Notably, the volume of RA in the CIED group was much larger than in the LAAC group. Herein, we hypothesize that the risk of thrombus formation may be increased because the volume of RA has progressed to blood stasis in these patients. In reviewing the development of significant tricuspid regurgitation (TR) following the CIED placement, a number of different mechanisms of RV intra-cardiac lead-related TR should be considered, which might explain the RA dilation and AF occurrence. The aforementioned predisposing factor, combined with chambers dilated and evidence of hemodynamic impairment with signs of congestive heart failure, might have contributed to the CIED lead thrombus.
5. Limitations
First, this was not a randomized study, the sample size was relatively small, and the follow-up was not long enough to predict long-term improvement. Second, it could not further divide the patients into subgroups by different types of LAAC occluders and/or electronic devices.

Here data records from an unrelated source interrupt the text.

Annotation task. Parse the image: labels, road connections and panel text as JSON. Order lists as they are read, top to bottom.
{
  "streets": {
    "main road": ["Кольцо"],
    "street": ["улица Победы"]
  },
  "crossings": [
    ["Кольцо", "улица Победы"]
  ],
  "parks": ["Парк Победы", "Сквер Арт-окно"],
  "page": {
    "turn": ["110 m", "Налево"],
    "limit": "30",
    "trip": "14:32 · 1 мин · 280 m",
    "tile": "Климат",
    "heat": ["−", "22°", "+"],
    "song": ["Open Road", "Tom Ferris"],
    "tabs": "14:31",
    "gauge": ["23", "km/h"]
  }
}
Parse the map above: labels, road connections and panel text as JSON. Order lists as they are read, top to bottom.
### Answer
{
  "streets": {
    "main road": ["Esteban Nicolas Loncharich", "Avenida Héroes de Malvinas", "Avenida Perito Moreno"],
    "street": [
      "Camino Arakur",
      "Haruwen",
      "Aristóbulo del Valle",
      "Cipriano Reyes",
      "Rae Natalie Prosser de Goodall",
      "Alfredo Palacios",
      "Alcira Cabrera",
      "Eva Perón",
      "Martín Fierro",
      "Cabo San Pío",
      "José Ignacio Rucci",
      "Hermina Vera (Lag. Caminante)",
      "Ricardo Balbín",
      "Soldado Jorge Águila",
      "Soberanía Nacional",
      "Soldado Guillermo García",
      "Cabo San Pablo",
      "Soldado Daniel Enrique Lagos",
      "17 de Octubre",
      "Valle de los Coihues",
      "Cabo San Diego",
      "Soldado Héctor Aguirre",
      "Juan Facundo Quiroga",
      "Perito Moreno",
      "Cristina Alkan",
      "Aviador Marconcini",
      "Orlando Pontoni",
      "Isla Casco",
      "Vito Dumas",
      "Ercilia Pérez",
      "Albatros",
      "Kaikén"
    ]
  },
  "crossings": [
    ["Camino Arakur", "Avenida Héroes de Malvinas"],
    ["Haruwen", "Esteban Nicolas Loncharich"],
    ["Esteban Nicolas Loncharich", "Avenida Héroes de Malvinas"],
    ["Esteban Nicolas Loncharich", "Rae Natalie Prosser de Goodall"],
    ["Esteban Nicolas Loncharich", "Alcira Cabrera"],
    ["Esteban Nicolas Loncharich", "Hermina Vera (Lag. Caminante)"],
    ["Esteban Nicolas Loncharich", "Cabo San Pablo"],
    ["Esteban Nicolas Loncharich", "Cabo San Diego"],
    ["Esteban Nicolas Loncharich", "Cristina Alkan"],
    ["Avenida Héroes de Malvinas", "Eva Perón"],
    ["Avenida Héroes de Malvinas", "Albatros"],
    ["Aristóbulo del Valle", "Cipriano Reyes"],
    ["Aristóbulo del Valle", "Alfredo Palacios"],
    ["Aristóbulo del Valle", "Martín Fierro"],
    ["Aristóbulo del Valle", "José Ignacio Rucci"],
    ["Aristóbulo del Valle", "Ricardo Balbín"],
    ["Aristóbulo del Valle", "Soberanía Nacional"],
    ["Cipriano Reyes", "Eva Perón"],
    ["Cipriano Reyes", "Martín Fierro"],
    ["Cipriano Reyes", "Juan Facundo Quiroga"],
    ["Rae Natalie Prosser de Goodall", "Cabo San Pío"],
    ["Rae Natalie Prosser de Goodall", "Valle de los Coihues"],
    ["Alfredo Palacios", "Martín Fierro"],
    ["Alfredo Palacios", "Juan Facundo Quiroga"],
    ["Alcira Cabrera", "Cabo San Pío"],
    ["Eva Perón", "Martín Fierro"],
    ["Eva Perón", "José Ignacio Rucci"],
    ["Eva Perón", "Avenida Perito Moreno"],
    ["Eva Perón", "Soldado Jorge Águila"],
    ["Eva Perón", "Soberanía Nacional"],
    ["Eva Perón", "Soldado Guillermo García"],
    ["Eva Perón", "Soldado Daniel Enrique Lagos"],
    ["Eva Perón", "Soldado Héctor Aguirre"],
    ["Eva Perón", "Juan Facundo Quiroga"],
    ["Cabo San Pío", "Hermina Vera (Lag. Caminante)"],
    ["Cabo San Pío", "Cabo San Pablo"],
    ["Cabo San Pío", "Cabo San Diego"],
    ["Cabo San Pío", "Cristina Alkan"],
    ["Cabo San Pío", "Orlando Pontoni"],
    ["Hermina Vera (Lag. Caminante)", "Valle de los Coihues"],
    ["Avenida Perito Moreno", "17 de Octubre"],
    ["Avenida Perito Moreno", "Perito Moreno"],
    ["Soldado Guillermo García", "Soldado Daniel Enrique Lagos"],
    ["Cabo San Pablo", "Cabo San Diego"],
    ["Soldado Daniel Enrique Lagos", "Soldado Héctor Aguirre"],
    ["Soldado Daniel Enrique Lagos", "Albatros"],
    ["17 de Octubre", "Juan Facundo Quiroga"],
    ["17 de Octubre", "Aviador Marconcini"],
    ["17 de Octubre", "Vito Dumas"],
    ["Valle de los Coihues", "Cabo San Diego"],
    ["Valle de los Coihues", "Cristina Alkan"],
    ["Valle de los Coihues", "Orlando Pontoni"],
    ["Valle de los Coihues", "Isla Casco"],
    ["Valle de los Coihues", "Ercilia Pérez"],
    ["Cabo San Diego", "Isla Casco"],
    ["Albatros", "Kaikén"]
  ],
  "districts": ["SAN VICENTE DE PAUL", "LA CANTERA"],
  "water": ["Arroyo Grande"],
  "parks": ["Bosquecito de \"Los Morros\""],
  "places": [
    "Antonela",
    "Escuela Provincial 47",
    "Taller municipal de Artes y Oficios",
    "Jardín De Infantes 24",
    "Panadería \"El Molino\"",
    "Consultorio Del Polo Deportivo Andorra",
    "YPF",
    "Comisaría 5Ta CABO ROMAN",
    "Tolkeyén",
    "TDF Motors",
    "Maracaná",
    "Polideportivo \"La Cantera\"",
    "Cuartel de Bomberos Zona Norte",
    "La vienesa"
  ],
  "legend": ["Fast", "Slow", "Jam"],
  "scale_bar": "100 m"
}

Third, we did not compare RT4D-TEE for the detection of IRT with other modalities such as cardiac computed tomography angiography and nuclear studies. However, these limitations may not affect echocardiographic findings. A multicenter study should be scheduled in the future to address these issues.
6. Conclusion
In summary, the accurate detection rate of IRT by RT4D-TEE was 4.8%, higher than that of 3.8% by 2D-TEE. The limitations of 2D-TEE include that cannot show the full view of the occluder and that reveals the whole lead simultaneously in one section. Thus, RT4D-TEE is a sensitive method. Imaging and some clinical features are also quite different between IRT on occluder and CIED lead.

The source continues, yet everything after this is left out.